To start off, the friendly_id gem allows your models to have “slugs” which ultimately help when you want your urls to appear more descriptive. For example instead of site.com/cars/43 you will get something like: site.com/cars/slug-name .
It’s better for SEO and IMO provides a better experience for situations where someone copies a link and sends it to another individual. When you see a descriptive URL you kind of know what to expect and it feels less threatening than site.com/?blah=92349&whatever=5959 ….. OR i’m just a wussy.
My current situation is this:
I have some STI models that use inheritance and want to use friendly_id with it.
The problem i ran into and erroneously thought was a bug can be found here:
https://github.com/norman/friendly_id/issues/167 . Basically when creating records for inheriting models i was getting duplicate slug errors. Something like: “Error: Duplicate entry blah blah”.
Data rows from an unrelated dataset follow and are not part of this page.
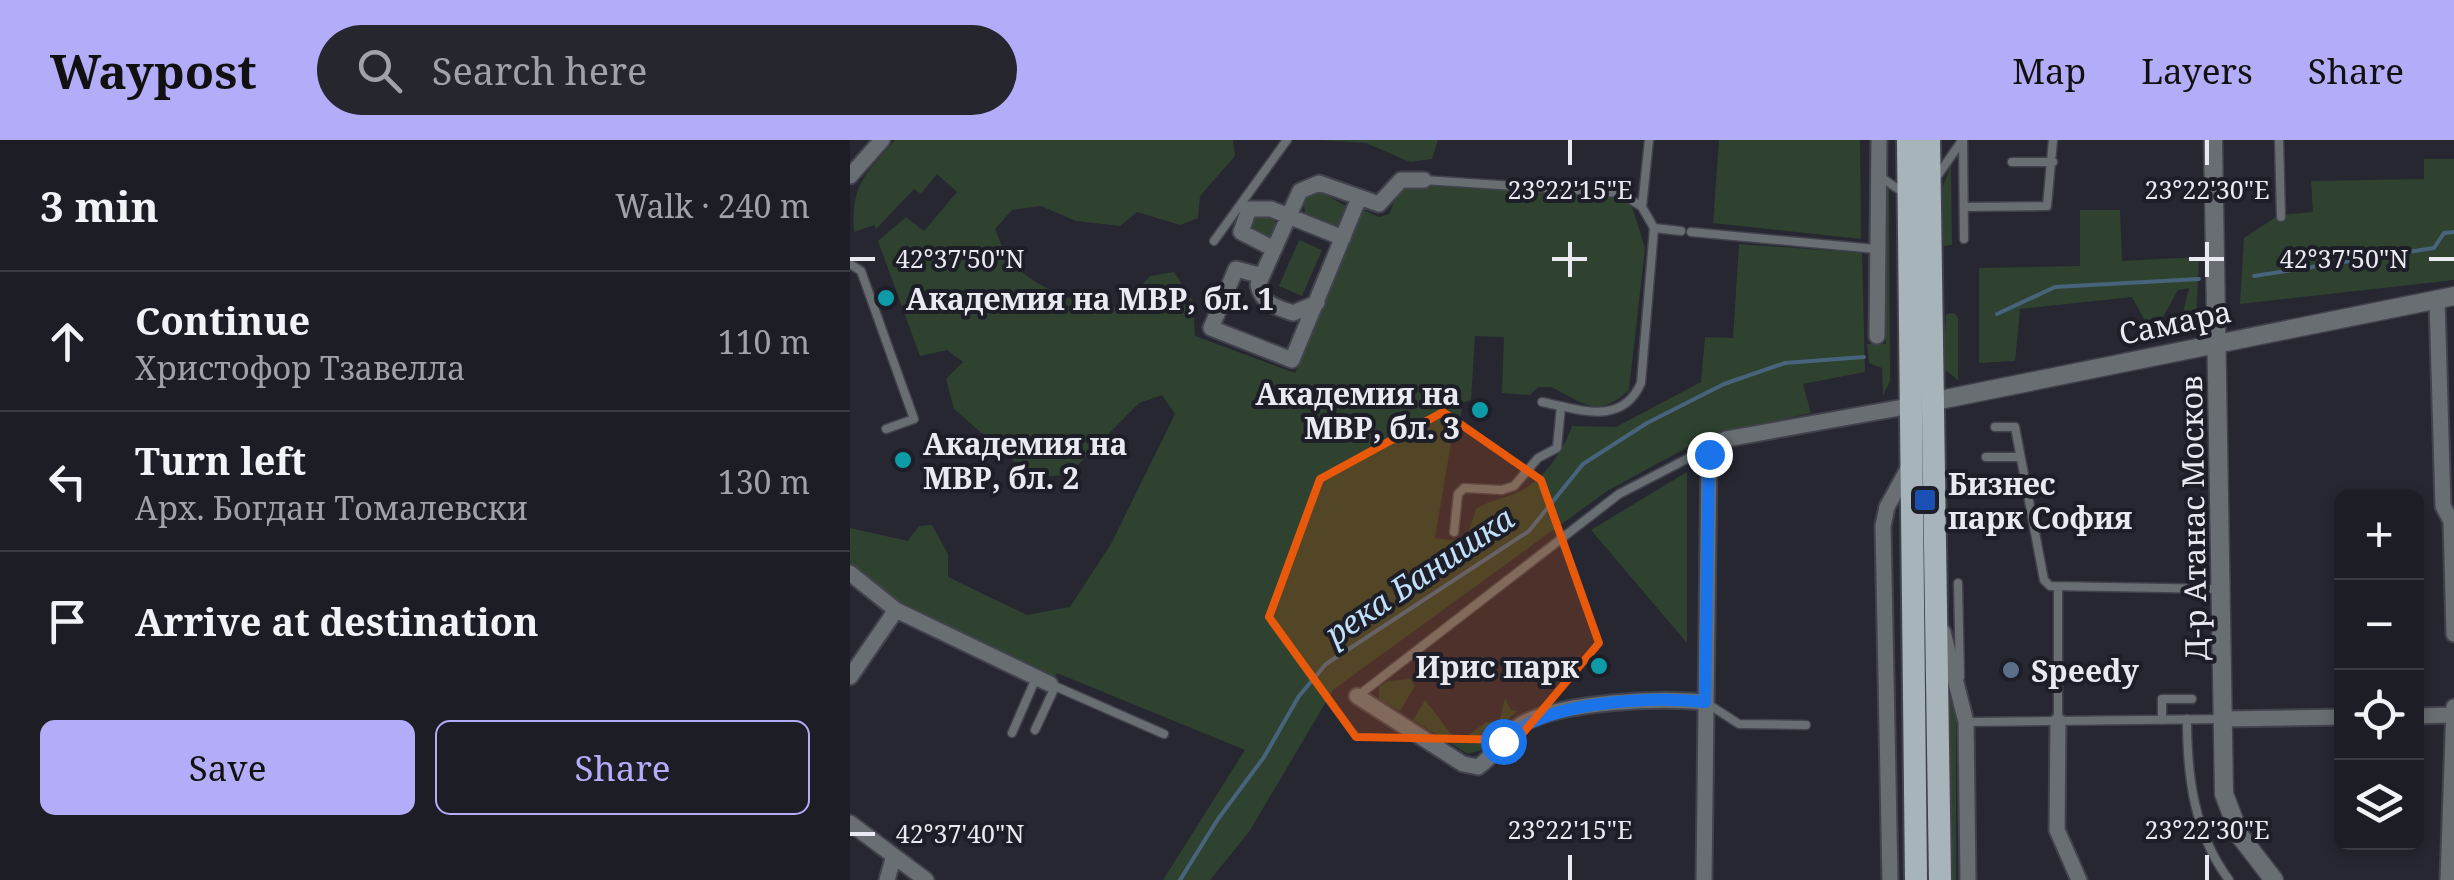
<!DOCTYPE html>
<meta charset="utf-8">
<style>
body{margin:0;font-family:"Noto Serif",serif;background:#25262e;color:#f1f3f6}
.controls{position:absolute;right:30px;bottom:30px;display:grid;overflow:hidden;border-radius:15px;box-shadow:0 5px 15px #0003}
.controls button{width:90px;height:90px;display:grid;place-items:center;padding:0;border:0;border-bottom:2px solid #3b3b43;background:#1d1d26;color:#f1f3f6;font:50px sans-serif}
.stop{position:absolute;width:30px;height:30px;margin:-22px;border:8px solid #1a73e8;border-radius:50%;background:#fff}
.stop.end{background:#1a73e8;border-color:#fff;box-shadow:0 2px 10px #0008}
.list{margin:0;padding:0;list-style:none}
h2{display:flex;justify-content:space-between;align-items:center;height:130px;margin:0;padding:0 40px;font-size:42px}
h2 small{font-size:32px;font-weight:400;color:#a0a2a7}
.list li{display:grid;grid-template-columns:65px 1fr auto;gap:30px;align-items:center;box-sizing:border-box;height:140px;padding:0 40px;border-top:2px solid #3b3b43}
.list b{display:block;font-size:38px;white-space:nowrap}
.list p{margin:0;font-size:32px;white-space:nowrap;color:#a0a2a7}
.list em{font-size:32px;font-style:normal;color:#a0a2a7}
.actions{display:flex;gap:20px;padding:30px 40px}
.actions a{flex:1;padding:22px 0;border:2px solid #b3adf9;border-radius:15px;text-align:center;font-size:35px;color:#b3adf9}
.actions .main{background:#b3adf9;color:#111}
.icon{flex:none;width:55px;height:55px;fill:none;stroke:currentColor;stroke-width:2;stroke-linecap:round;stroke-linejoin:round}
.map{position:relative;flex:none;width:1604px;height:740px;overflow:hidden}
header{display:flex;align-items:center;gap:60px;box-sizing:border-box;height:140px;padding:0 50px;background:#b3adf9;color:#111}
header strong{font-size:48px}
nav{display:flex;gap:55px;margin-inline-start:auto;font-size:35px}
.search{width:700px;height:90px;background:#25262e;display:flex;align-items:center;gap:25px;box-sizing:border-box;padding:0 35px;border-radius:55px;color:#a0a2a7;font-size:38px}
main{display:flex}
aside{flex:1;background:#1d1d26}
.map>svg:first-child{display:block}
.green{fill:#2e422f}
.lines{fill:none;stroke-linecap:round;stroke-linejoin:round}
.stream{stroke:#47647c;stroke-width:4}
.service-casing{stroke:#42424d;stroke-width:11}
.minor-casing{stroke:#42424d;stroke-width:19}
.tertiary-casing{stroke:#42424d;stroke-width:21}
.primary-casing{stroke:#42424d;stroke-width:26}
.service{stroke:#686e71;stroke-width:8}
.minor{stroke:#686e71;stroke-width:15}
.tertiary{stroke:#686e71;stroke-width:18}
.primary{stroke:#a7b5bb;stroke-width:22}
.route{stroke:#1a73e8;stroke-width:12}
.marked{fill:#e8590c;fill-opacity:0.2;stroke:#e8590c;stroke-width:8;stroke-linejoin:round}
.ticks{fill:none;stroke:#e9eaf1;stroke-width:4}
.culture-dot{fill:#0f9aa8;stroke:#1d1e28;stroke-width:4}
.transit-dot{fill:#1a4fb4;stroke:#1d1e28;stroke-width:4}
.service-dot{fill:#5c6f8a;stroke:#1d1e28;stroke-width:4}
.labels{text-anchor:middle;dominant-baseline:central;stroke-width:8;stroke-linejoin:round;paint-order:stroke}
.poi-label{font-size:30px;font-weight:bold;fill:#e9eaf1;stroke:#1d1e28;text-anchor:start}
.street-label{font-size:30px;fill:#e9eaf1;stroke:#1d1e28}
.water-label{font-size:32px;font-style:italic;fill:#c1e0fa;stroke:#1d1e28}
.ticks-label{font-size:25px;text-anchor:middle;fill:#e9eaf1;stroke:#1d1e28;stroke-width:8;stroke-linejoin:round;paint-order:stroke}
</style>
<header>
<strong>Waypost</strong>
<div class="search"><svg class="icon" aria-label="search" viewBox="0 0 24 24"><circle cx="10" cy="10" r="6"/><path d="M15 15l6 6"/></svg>Search here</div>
<nav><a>Map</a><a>Layers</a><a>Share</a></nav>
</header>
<main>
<aside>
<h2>3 min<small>Walk · 240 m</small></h2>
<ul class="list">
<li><svg class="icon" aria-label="ahead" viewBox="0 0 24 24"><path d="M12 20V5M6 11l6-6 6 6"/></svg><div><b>Continue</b><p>Христофор Тзавелла</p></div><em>110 m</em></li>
<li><svg class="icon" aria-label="left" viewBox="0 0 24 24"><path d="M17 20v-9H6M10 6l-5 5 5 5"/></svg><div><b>Turn left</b><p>Арх. Богдан Томалевски</p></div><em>130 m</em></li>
<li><svg class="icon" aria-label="arrive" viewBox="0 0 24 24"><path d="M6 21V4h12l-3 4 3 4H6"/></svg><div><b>Arrive at destination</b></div></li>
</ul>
<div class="actions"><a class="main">Save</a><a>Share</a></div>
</aside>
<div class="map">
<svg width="1604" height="740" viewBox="0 0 1604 740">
<rect width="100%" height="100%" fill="#272732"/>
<path class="green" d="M45 0H383L385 16 350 56 348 78 330 85 287 72 270 86 226 81 191 66 162 70 145 89C149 98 153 111 158 118 184 150 233 166 272 167L300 136 324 132 343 161 345 196 445 233 511 69 529 77 539 74 550 48 563 43 770 57 781 63 795 108 779 250C746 281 732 261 701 247H688L680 255 652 253 654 197 625 196 621 260 612 263 609 299 601 303 585 398 615 402 626 369C639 361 650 359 664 354 692 343 713 312 722 286L766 287 851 242 855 197 883 198 889 104 1012 113 1015 232 953 244 961 273 860 295 757 351 483 550 399 692 360 740H313L395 610 207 533 202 541 49 467 0 427V388L58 401 69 386 82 385 98 414V437L177 475 220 467 261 404 325 274 312 255 289 263 218 335 182 337 104 269 96 239 113 222 97 210 70 216 28 101 56 77 74 91 107 52 87 34 71 54 64 49 26 89 24 85 4 92C1 44 15 35 45 0Z
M470 0H588L582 19 560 22 516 3Z
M869 0H1010L1011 99 863 83Z
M1574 19H1604V140L1390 164 1394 98 1429 75 1463 72 1461 41 1574 39Z
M1101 24 1102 105 1094 106 1088 61Z
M1039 49 1040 241 1033 256 1032 228 1019 223 1017 204H1036L1035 51Z
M466 50 498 67 487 86 455 73 453 58Z
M1230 70H1270L1272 121 1349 117 1346 179 1340 186 1298 194 1295 191 1331 181 1339 148 1328 150 1313 177 1295 181 1282 157 1170 169 1165 221 1129 223V128L1230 126Z
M402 86a12 12 0 1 1 24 0a12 12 0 1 1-24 0Z
M449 100 472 110 452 156 429 146Z
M1104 173 1108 177V240L1093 228 1096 174Z
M837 332V503L741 390Z
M560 539 565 546 550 571 529 559V547L538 541Z
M1100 542 1106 572V740H1100L1095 543Z
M655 558 661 570 668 571 642 591 631 610 618 614 563 580 575 560 608 603 636 582 649 583Z"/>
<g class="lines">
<path class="stream" d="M1404 136 1584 108 1594 93 1604 92
M1147 174 1205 147 1349 139
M330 740 368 679 414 617 449 556 476 524 679 391 733 324 797 283 874 244 935 223 1014 217"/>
<g class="service-casing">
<path id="service" d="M799 0 792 67 804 88
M1113 0 1114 99
M1429 0 1431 77
M1162 22H1203
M1088 35 1111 2
M1029 36 1054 53
M574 40 771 53 792 67
M1114 67 1197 66 1203 0
M841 92 1026 109
M364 101 437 0
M0 124 11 131 64 279 36 289
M692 262C731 270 772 286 791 243L804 88 831 91
M1145 287H1165L1194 440 1200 446 1370 449
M1136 317H1168
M1137 346H1173
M604 392 608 354 614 348 652 350 664 346 688 318 707 308 711 266
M1108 443 1110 537
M1208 447V581
M200 544 314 594
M509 555 769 354 860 307
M855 562 889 584 956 585
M1337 579C1337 636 1344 693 1379 740
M1312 580V559H1342
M1117 582 1372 579
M185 590 205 547
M162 593 186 538"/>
</g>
<g class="minor-casing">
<path id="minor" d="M0 36 32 0
M422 108 391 92 399 69H421L493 98
M409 135 386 129 361 188 442 220 509 58
M1587 160 1593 366 1601 381 1604 494
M467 163 443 173C426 167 412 164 408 145L450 51 469 43 529 64 551 40H574
M1027 196 1029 0
M0 433 46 470 200 544
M1093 492 1116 582 1118 740
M0 537 46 470
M507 556 613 624 628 627C646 615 654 594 672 584 714 561 808 558 855 562
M1566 576 1602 575
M1372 579 1492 577
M1208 581 1207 690 1229 740
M0 683 76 740
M37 740 43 719
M854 740 859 314 864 305 876 299 1060 266
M1040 740 1033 386 1037 367 1060 325
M1598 740 1604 567"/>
</g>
<g class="tertiary-casing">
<path id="tertiary" d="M1363 0 1374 654 1390 696 1424 740
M1070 264 1604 156"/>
</g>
<g class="primary-casing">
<path id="primary" d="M1058 0 1066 740
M1079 0 1090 740"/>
</g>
<use href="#service" class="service"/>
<use href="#minor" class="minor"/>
<use href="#tertiary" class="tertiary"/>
<use href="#primary" class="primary"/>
</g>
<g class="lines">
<path class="route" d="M653 601C694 561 799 556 855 562L859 314"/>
</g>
<path class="marked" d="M593 272 691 340 749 503 667 600 506 597 419 477 470 339Z"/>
<path class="ticks" d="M720 0V25M1357 0V25M720 102V137M1357 102V137M0 119H25M702 119H737M1339 119H1374M1579 119H1604M0 694H25M720 715V740M1357 715V740"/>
<g class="culture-dot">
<circle cx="36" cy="158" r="10"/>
<circle cx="630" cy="270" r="10"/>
<circle cx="53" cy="320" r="10"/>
<circle cx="749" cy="526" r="10"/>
</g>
<rect class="transit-dot" x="1063" y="348" width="24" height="24" rx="5"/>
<circle class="service-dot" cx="1161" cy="530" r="10"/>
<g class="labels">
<g class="poi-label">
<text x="56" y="158">Академия на МВР, бл. 1</text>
<text x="610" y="253" text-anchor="end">Академия на<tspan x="610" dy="34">МВР, бл. 3</tspan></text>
<text x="73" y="303">Академия на<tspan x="73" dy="34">МВР, бл. 2</tspan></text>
<text x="1098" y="343">Бизнес<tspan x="1098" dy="34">парк София</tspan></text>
<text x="729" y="526" text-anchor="end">Ирис парк</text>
<text x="1181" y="530">Speedy</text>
</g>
<g class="street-label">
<text transform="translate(1325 182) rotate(-12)">Самара</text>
<text transform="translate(1343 378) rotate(-91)">Д-р Атанас Москов</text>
</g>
<g class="water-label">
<text transform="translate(569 435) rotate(-34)">река Банишка</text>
</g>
</g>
<g class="ticks-label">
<text x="720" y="59">23°22'15"E</text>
<text x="1357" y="59">23°22'30"E</text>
<text x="110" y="128">42°37'50"N</text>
<text x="1494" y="128">42°37'50"N</text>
<text x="720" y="699">23°22'15"E</text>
<text x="1357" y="699">23°22'30"E</text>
<text x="110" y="703">42°37'40"N</text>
</g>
</svg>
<div class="controls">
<button>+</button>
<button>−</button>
<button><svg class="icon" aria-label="locate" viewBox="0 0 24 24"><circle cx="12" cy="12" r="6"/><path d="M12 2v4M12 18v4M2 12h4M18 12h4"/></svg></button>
<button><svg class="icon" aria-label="layers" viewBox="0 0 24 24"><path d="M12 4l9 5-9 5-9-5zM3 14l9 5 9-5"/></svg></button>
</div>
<div class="stop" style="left:653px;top:601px"></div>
<div class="stop end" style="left:859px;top:314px"></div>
</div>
</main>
A quick answer the gem’s author, Norman, rained light and joy on where i had gone wrong.
The Solution:
So how do you get STI models and friendly_id to work together? This gist says it all and uses the idea of cars/brands as the STI model. Note: this is really only for example, if you have a lot of cars and brands you will probably want to model that differently.
Read the docs:
The gem’s docs are really good. While the docs for the FriendlyId::Scoped module explain everything in concise terms here they do not explicitly cover STI so hopefully this helps you out if you’re in the same situation.